#### DATA EXTRACT
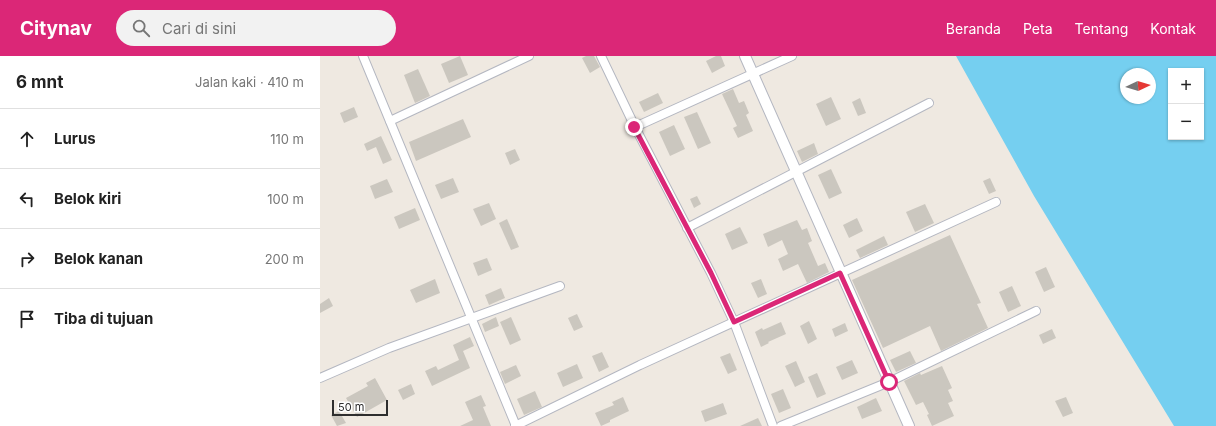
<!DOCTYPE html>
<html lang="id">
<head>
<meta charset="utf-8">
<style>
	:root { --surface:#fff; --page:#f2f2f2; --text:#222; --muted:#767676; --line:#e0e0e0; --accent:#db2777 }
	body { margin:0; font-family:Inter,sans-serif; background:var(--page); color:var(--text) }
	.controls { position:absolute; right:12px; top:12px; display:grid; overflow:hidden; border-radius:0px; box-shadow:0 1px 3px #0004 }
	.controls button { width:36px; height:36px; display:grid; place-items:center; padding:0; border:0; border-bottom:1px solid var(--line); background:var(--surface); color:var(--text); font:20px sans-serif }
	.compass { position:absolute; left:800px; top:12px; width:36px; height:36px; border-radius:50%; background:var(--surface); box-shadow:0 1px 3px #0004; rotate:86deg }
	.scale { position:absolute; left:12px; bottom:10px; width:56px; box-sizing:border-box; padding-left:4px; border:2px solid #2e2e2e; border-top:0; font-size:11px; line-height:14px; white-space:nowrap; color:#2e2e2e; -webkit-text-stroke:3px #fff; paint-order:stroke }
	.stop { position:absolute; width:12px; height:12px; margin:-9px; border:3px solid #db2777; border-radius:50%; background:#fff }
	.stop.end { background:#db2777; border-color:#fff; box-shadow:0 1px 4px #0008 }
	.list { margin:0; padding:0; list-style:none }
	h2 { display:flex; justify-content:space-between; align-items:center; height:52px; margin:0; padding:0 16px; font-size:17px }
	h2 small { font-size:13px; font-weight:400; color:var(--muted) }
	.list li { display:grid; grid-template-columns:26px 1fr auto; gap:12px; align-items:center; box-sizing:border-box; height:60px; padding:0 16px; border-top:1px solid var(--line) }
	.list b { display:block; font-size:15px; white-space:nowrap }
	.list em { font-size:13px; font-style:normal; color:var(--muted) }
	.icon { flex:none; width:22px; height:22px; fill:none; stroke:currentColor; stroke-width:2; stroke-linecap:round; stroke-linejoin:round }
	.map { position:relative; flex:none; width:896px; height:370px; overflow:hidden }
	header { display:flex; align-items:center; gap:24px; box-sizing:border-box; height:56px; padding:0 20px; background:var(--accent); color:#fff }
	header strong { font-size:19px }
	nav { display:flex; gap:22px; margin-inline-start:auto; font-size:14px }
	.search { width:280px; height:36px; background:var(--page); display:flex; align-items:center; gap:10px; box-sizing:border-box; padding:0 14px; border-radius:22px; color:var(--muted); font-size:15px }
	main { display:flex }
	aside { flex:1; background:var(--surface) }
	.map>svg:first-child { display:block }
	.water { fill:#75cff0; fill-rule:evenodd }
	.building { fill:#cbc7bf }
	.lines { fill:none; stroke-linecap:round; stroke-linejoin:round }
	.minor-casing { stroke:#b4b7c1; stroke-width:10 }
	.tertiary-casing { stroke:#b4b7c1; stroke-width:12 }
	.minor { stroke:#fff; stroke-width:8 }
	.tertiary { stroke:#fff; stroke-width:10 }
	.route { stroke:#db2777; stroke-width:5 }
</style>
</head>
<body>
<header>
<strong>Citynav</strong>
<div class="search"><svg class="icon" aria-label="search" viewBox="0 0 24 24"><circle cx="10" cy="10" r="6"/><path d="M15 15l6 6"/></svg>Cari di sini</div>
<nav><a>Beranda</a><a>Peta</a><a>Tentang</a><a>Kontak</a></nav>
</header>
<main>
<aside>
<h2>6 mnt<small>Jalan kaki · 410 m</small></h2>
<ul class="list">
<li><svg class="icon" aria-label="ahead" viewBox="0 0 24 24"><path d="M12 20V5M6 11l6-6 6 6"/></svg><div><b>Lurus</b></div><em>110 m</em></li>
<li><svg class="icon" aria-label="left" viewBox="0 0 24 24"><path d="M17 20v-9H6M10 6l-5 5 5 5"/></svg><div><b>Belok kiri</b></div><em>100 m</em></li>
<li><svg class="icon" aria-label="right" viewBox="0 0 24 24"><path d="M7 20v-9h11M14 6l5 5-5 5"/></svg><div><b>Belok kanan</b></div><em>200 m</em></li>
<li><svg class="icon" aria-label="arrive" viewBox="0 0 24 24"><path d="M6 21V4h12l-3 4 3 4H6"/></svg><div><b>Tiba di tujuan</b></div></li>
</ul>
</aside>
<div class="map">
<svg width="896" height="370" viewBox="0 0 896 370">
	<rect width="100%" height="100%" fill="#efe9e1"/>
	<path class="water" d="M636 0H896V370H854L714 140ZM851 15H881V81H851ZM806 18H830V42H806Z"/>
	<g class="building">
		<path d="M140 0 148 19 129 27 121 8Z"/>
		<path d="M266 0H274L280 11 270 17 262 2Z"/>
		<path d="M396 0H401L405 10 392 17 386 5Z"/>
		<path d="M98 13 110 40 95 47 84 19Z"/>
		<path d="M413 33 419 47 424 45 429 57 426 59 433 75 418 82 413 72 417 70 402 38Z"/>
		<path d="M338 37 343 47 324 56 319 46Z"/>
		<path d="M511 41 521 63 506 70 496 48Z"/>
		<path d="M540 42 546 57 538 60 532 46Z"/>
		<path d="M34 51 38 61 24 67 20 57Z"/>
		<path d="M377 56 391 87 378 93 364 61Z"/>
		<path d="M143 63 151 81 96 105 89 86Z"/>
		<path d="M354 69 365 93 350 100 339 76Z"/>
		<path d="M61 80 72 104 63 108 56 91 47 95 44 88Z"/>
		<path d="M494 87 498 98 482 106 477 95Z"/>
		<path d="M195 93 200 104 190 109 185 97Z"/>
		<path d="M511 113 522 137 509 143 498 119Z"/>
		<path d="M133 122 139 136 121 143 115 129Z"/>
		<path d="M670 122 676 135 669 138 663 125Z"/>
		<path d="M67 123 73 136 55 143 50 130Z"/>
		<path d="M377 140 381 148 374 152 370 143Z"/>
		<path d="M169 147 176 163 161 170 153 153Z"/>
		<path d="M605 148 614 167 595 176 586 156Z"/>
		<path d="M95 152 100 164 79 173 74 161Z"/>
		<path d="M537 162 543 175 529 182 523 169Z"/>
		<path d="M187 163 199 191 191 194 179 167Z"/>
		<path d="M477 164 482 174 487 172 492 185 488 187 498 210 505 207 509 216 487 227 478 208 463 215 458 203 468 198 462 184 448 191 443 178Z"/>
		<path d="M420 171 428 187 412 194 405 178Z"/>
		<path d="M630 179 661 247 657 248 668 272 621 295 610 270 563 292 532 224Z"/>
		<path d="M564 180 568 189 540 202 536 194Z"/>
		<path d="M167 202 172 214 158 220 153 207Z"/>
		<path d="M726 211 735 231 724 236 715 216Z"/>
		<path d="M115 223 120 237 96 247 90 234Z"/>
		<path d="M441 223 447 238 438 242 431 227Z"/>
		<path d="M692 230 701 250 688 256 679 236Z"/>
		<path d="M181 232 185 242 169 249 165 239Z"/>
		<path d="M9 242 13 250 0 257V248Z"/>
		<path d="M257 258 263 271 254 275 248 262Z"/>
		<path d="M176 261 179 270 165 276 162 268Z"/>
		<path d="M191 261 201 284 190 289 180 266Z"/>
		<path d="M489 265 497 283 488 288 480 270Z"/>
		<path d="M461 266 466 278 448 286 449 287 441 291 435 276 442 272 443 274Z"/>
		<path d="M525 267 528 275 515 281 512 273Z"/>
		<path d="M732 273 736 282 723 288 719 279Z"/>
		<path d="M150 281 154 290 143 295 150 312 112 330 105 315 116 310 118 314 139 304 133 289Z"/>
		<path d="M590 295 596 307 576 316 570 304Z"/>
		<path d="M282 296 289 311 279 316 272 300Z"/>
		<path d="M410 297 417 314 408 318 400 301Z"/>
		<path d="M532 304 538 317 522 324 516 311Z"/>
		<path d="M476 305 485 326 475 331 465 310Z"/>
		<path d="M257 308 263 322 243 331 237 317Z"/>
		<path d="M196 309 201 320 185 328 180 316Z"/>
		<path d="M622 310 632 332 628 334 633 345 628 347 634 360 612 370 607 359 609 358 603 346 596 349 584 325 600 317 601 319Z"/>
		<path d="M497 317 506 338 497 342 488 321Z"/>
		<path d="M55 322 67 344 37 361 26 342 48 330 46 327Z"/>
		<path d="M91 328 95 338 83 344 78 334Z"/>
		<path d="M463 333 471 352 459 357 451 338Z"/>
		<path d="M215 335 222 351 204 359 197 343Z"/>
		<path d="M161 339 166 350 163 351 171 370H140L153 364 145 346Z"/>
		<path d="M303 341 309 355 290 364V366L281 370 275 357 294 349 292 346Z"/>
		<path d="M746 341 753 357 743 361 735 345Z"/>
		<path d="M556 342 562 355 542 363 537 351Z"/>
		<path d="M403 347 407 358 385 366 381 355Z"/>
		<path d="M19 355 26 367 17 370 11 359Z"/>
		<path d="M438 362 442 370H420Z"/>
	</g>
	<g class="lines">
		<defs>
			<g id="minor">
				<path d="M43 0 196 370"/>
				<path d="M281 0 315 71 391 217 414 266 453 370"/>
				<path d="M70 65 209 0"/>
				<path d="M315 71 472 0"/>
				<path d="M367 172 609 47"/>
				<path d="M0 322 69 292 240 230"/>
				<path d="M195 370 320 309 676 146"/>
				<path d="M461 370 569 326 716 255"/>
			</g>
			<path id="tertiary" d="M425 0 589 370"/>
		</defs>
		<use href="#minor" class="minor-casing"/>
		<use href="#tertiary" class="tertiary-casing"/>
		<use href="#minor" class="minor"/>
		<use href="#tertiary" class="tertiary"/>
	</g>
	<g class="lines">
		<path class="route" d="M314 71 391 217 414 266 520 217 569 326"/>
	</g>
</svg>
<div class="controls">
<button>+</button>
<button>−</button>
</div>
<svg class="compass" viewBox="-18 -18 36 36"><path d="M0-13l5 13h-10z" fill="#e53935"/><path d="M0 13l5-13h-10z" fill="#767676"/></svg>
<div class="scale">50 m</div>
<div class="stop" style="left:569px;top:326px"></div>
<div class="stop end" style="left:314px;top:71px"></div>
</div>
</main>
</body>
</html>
########
#### DATA EXTRACT
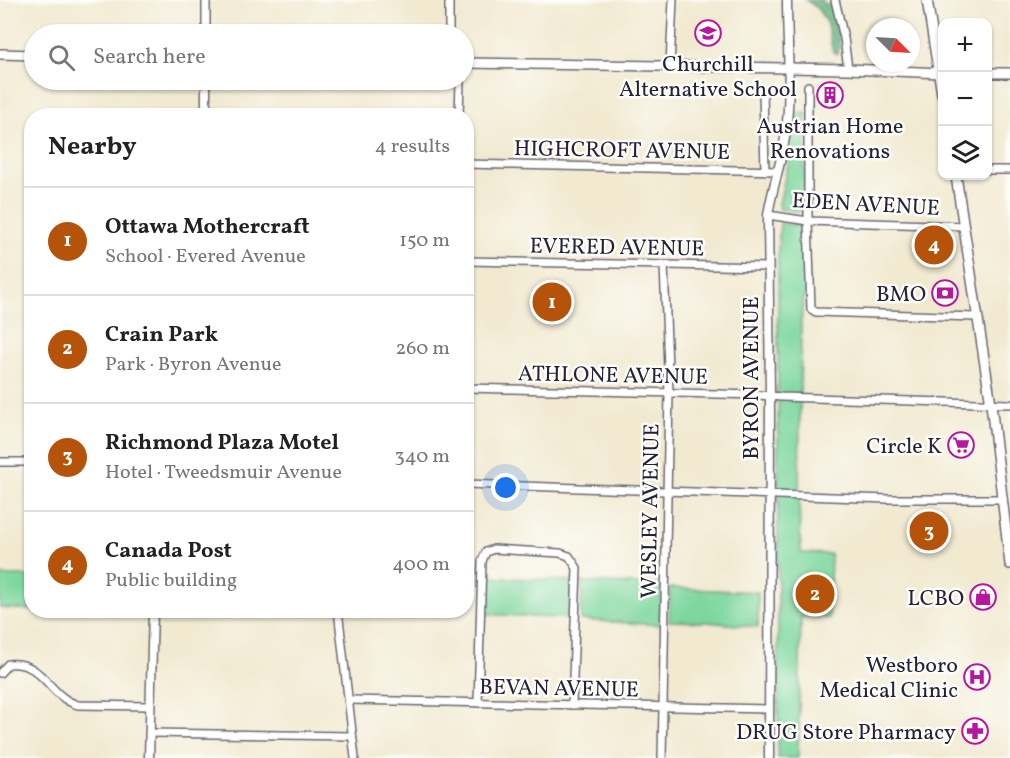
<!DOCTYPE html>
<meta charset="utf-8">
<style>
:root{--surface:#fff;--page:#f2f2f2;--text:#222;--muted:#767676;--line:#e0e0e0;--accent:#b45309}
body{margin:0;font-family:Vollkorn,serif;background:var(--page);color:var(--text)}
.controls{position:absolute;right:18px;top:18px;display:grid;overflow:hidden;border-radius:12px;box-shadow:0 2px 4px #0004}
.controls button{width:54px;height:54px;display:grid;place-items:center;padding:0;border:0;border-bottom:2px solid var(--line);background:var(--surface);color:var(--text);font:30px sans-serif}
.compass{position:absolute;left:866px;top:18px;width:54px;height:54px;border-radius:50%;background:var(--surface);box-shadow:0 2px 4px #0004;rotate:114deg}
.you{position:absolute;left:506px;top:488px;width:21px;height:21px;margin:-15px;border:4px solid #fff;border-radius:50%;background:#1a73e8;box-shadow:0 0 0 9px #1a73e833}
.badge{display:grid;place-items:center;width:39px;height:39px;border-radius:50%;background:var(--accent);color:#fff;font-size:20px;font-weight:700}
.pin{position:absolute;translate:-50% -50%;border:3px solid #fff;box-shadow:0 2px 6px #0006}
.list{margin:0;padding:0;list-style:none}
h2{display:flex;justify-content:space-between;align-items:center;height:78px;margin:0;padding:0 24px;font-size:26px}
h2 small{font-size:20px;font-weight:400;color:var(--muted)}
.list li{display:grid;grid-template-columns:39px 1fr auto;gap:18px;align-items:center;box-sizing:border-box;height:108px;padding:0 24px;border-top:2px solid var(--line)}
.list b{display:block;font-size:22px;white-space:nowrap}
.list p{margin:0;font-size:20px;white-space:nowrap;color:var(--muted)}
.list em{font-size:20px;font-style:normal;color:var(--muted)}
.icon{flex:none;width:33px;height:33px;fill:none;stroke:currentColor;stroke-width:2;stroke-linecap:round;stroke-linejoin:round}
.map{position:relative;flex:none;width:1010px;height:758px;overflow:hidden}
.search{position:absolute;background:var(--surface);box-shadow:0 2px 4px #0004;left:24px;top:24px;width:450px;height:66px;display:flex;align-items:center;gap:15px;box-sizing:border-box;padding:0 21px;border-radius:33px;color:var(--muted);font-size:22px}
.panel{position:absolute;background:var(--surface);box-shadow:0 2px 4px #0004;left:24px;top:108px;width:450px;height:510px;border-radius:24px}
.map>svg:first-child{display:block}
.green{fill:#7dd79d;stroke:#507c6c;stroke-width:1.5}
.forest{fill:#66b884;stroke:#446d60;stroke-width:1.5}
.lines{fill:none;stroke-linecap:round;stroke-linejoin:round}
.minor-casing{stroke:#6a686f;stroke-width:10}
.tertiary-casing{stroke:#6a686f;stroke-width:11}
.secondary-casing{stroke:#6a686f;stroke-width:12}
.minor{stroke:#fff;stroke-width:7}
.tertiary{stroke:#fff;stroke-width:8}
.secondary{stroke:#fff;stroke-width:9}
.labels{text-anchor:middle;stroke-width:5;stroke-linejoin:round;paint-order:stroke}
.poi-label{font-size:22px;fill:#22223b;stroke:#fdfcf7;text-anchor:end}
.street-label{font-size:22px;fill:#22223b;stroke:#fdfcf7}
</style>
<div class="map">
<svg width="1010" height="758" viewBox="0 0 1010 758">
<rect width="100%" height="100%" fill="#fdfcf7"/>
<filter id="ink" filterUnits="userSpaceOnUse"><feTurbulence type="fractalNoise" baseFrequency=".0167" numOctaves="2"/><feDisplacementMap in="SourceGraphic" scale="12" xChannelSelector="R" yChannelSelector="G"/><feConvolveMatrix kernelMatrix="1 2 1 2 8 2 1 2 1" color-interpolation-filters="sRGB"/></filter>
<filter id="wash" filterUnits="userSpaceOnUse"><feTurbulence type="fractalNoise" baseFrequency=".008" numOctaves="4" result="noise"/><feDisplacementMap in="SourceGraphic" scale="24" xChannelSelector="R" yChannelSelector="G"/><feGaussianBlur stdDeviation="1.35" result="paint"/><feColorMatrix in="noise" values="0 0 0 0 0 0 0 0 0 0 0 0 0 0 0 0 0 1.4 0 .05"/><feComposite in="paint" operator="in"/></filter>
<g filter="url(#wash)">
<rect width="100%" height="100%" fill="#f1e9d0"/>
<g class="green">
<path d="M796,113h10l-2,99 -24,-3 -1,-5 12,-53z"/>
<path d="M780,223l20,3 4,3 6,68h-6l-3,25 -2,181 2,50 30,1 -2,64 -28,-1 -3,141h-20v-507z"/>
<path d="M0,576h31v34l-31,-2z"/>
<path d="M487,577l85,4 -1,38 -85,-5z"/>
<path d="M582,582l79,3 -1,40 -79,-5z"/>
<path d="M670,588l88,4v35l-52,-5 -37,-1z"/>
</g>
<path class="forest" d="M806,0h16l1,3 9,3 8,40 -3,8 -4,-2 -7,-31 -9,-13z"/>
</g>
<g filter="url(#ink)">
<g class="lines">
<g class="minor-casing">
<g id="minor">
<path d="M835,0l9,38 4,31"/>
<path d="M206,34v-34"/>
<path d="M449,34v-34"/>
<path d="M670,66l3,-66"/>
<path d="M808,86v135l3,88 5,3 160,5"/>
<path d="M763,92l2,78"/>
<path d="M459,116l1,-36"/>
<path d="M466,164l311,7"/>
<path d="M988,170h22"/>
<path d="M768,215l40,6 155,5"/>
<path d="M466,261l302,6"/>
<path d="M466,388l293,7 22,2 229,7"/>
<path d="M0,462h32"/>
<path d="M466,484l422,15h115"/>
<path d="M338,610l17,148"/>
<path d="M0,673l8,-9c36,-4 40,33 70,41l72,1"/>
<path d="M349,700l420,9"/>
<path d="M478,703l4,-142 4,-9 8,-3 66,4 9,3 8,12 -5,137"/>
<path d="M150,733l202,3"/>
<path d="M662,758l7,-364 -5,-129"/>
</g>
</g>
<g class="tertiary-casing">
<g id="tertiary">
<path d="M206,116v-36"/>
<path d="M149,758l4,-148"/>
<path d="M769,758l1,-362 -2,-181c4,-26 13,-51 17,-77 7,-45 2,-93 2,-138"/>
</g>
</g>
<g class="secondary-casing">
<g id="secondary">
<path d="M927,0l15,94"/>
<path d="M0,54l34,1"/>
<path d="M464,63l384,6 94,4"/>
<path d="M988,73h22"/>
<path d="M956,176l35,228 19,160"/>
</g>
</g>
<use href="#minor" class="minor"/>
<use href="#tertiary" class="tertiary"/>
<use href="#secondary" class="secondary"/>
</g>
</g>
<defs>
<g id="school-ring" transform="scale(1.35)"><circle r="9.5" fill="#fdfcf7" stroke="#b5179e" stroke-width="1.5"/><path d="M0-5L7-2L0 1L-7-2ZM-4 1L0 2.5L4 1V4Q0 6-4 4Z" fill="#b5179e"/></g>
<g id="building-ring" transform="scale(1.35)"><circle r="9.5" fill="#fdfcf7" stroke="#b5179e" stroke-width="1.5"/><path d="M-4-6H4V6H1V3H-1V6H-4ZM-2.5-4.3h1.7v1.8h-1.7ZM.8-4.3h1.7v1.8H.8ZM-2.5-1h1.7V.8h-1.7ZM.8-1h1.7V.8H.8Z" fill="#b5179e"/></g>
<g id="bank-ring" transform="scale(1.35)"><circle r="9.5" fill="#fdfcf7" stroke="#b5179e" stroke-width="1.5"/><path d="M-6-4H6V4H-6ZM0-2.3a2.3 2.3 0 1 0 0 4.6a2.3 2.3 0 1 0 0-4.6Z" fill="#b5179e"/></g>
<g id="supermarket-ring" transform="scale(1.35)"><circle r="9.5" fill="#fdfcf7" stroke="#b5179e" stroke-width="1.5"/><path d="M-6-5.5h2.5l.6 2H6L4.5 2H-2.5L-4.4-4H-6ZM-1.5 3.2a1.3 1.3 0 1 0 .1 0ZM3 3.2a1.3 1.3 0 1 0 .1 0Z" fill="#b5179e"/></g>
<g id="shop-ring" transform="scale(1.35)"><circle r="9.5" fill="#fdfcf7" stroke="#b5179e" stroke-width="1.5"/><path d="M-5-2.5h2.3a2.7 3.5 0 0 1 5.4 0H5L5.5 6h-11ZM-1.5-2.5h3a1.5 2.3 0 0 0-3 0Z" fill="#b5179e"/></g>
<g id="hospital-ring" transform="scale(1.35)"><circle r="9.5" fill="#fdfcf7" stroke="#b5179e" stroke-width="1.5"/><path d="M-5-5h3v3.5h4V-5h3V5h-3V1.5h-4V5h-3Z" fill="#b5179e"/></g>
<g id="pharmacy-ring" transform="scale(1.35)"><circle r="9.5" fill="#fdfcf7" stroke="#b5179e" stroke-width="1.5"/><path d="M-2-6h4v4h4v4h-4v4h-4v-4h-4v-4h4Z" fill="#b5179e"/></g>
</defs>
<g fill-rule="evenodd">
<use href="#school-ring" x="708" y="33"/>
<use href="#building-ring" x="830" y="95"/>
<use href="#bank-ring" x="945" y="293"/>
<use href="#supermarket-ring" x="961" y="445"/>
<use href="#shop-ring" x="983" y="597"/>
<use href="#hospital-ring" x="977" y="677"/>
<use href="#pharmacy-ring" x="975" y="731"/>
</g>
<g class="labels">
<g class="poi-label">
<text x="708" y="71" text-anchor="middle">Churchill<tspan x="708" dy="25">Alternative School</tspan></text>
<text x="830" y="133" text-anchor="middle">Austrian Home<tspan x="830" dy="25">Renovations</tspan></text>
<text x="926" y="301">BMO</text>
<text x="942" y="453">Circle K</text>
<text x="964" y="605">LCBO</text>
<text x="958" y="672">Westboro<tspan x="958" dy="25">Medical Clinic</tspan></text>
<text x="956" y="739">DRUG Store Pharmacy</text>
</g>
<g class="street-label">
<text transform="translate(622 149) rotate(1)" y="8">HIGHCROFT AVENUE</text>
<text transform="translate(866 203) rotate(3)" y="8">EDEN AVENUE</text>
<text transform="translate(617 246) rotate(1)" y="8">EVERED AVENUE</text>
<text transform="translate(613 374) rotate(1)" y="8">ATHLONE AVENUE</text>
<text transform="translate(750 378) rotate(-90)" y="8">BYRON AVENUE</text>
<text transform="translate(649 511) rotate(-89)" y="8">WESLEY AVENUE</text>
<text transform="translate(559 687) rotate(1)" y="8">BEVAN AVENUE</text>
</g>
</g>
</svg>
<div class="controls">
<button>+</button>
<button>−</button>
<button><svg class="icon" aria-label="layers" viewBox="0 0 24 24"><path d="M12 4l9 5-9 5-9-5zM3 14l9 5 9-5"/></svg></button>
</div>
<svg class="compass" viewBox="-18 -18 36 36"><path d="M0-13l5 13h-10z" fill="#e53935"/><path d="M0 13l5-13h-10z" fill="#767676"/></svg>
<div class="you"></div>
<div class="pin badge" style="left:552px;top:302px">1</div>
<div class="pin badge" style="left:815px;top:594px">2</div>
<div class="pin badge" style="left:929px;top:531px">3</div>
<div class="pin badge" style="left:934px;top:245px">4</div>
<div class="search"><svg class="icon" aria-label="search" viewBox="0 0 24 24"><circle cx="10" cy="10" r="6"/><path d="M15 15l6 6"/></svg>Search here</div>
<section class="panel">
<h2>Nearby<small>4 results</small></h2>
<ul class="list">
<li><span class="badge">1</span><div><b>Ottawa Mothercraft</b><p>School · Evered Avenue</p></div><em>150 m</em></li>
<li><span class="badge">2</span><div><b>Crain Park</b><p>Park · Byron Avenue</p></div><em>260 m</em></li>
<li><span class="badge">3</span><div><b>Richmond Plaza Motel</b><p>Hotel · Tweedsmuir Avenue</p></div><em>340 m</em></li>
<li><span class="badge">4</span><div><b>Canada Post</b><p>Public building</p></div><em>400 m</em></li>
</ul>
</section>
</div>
########
EXERCISE REQUIREMENTS => Look back at the entries above and repeat, unchanged, every line from the line holding "position:absolute; left:12px; bottom:10px;" through the line holding "font-size:13px; font-weight:400; color:var(--muted)".

OUTPUT FOR THIS EXERCISE =>
	.scale { position:absolute; left:12px; bottom:10px; width:56px; box-sizing:border-box; padding-left:4px; border:2px solid #2e2e2e; border-top:0; font-size:11px; line-height:14px; white-space:nowrap; color:#2e2e2e; -webkit-text-stroke:3px #fff; paint-order:stroke }
	.stop { position:absolute; width:12px; height:12px; margin:-9px; border:3px solid #db2777; border-radius:50%; background:#fff }
	.stop.end { background:#db2777; border-color:#fff; box-shadow:0 1px 4px #0008 }
	.list { margin:0; padding:0; list-style:none }
	h2 { display:flex; justify-content:space-between; align-items:center; height:52px; margin:0; padding:0 16px; font-size:17px }
	h2 small { font-size:13px; font-weight:400; color:var(--muted) }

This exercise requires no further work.